## EXERCISE DESCRIPTION
Although pictures appear in the data, the answer should contain only the lines from its start through the line with "height:8px; margin:-4px; padding:0", written out exactly.

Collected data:
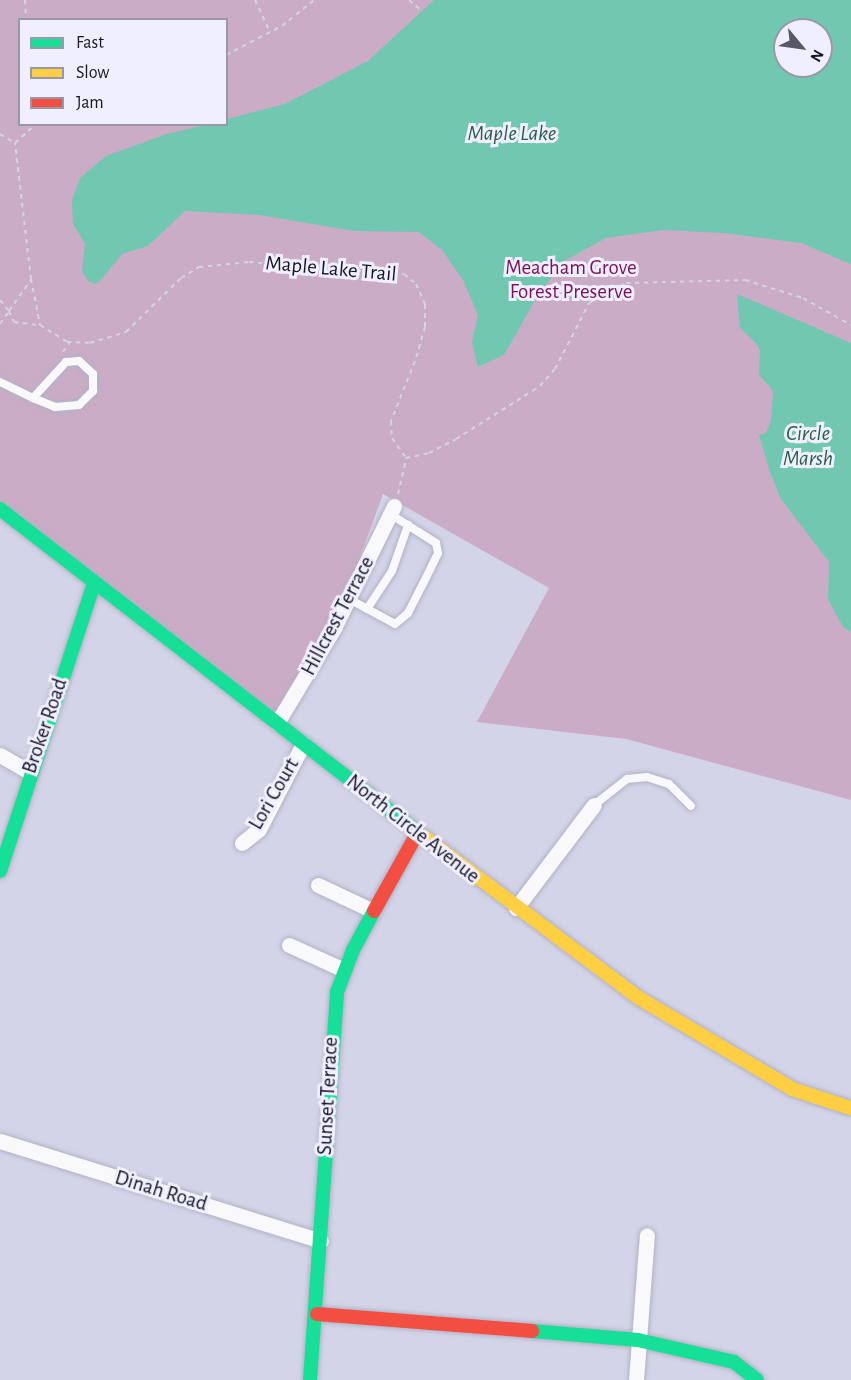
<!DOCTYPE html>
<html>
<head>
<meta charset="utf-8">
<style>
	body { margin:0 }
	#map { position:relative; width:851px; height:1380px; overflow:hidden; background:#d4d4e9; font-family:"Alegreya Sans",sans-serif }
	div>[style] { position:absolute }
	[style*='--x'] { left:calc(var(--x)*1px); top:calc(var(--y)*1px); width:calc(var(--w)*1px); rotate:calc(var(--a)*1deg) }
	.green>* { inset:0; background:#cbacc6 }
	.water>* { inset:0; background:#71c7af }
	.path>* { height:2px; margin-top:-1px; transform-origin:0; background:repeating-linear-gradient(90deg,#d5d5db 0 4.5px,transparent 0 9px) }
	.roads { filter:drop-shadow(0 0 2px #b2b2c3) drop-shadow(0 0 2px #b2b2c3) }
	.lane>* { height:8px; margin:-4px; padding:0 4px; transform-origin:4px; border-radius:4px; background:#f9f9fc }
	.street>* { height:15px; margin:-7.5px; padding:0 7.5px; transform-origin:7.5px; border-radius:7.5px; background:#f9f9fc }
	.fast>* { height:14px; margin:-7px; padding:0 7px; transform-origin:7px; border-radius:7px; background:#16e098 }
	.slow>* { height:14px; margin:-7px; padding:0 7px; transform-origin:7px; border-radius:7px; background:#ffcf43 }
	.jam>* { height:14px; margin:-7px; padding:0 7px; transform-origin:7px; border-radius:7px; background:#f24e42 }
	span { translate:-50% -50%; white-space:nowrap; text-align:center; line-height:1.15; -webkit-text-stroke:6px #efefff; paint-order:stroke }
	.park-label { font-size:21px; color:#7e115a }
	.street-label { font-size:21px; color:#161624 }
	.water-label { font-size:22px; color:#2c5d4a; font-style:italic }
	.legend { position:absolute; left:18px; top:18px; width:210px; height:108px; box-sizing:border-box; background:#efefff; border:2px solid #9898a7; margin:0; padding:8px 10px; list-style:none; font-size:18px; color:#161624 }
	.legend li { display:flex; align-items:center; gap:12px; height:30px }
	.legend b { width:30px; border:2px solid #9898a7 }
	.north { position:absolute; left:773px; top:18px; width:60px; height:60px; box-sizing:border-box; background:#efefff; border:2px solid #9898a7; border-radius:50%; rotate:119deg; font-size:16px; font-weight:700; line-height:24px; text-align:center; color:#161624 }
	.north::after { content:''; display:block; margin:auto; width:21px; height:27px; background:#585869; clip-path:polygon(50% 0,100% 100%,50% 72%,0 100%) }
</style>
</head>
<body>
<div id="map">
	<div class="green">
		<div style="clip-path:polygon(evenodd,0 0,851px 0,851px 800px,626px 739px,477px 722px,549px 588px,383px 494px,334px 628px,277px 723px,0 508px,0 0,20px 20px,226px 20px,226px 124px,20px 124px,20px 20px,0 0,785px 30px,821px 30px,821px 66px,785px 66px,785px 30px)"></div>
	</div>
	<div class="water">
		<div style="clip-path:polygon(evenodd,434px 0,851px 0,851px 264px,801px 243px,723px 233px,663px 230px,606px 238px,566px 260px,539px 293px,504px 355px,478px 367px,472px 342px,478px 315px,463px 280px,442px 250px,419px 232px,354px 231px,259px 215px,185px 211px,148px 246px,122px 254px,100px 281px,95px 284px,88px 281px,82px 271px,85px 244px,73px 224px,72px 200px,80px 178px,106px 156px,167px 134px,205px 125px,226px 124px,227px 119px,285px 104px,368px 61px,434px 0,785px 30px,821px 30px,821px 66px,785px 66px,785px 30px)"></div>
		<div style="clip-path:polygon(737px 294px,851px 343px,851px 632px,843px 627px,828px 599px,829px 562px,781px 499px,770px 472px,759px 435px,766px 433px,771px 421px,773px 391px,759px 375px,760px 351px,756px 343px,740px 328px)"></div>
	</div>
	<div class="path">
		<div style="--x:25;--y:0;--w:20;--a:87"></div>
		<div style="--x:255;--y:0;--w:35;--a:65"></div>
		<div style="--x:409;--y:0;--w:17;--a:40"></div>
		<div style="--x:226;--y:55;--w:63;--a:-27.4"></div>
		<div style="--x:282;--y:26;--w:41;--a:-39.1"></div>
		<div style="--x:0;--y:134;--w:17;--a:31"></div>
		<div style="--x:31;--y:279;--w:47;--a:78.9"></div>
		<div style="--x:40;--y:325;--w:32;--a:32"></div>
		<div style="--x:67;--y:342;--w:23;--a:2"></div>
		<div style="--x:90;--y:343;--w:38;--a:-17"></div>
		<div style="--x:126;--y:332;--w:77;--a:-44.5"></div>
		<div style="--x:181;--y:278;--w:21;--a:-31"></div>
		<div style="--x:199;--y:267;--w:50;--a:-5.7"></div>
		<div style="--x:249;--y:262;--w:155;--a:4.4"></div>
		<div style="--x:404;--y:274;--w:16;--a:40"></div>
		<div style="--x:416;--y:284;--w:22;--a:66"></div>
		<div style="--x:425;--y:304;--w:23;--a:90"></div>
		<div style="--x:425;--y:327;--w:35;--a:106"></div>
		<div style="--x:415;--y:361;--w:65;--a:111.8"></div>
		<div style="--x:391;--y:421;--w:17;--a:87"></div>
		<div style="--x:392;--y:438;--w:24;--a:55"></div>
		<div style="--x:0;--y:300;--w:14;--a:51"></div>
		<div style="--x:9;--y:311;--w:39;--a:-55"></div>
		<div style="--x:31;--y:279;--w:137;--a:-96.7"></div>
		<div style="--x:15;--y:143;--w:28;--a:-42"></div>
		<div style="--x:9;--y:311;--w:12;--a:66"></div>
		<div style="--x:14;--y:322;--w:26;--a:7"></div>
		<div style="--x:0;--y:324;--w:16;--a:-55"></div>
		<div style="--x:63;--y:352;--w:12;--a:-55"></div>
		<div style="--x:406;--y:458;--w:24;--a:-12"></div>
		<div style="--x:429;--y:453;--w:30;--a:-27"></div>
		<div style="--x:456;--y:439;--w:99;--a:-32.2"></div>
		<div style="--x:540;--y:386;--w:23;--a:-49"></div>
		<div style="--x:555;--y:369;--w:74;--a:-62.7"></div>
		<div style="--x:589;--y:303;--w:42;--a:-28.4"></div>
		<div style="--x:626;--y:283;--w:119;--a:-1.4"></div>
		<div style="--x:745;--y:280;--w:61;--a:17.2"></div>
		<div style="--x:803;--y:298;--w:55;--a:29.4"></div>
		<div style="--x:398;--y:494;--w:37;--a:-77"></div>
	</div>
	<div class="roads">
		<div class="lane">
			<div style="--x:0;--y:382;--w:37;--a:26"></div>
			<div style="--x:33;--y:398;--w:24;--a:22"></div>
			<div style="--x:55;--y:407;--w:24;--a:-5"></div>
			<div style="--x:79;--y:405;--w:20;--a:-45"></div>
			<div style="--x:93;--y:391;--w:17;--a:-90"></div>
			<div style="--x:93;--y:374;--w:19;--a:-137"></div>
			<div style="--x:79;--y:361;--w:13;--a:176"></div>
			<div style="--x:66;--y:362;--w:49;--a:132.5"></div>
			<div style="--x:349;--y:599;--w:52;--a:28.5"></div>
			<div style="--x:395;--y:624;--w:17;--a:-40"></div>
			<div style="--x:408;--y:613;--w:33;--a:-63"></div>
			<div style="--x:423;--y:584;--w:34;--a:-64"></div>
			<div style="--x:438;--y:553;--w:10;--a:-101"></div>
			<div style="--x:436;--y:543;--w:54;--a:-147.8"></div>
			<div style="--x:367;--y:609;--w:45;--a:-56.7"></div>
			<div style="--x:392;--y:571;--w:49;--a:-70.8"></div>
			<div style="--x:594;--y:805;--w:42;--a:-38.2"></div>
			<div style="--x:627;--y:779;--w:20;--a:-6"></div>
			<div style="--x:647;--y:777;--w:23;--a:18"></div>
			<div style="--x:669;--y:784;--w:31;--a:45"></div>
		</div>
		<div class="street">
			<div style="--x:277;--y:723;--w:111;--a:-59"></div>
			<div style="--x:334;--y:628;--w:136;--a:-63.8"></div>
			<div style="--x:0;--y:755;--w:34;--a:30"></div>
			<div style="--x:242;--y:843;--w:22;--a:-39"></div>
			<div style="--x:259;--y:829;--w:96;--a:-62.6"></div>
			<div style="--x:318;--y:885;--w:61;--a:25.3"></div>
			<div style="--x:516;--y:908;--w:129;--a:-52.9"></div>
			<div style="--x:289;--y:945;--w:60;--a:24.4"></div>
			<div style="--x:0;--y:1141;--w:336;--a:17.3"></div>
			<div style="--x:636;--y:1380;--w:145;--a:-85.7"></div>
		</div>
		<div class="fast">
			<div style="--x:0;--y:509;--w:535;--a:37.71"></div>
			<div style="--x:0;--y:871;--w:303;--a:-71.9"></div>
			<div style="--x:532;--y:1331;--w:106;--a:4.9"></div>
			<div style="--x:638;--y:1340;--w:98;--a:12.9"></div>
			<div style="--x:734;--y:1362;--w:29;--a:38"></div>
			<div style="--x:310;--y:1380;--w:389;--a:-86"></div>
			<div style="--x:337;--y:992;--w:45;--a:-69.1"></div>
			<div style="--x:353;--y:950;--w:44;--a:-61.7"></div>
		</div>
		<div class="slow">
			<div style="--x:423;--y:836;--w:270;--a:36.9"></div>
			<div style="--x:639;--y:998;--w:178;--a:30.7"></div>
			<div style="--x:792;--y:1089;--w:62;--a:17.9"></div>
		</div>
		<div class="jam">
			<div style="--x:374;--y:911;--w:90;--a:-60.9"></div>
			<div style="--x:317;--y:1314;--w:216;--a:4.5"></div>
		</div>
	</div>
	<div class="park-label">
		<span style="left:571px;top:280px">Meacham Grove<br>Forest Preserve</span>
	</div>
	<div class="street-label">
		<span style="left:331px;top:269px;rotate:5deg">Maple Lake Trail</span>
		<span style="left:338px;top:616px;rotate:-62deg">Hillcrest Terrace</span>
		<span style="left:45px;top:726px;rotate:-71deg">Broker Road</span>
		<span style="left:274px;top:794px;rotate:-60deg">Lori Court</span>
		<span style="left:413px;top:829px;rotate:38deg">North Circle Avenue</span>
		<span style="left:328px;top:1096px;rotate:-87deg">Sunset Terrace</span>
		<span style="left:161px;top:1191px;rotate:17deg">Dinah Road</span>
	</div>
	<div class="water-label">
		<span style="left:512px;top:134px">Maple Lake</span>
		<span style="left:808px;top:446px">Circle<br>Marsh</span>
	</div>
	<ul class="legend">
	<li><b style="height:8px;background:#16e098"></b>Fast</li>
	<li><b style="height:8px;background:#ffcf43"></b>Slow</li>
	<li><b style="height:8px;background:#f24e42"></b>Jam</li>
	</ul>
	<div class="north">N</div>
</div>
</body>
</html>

## SOLUTION TO THE PROBLEM
<!DOCTYPE html>
<html>
<head>
<meta charset="utf-8">
<style>
	body { margin:0 }
	#map { position:relative; width:851px; height:1380px; overflow:hidden; background:#d4d4e9; font-family:"Alegreya Sans",sans-serif }
	div>[style] { position:absolute }
	[style*='--x'] { left:calc(var(--x)*1px); top:calc(var(--y)*1px); width:calc(var(--w)*1px); rotate:calc(var(--a)*1deg) }
	.green>* { inset:0; background:#cbacc6 }
	.water>* { inset:0; background:#71c7af }
	.path>* { height:2px; margin-top:-1px; transform-origin:0; background:repeating-linear-gradient(90deg,#d5d5db 0 4.5px,transparent 0 9px) }
	.roads { filter:drop-shadow(0 0 2px #b2b2c3) drop-shadow(0 0 2px #b2b2c3) }
	.lane>* { height:8px; margin:-4px; padding:0 4px; transform-origin:4px; border-radius:4px; background:#f9f9fc }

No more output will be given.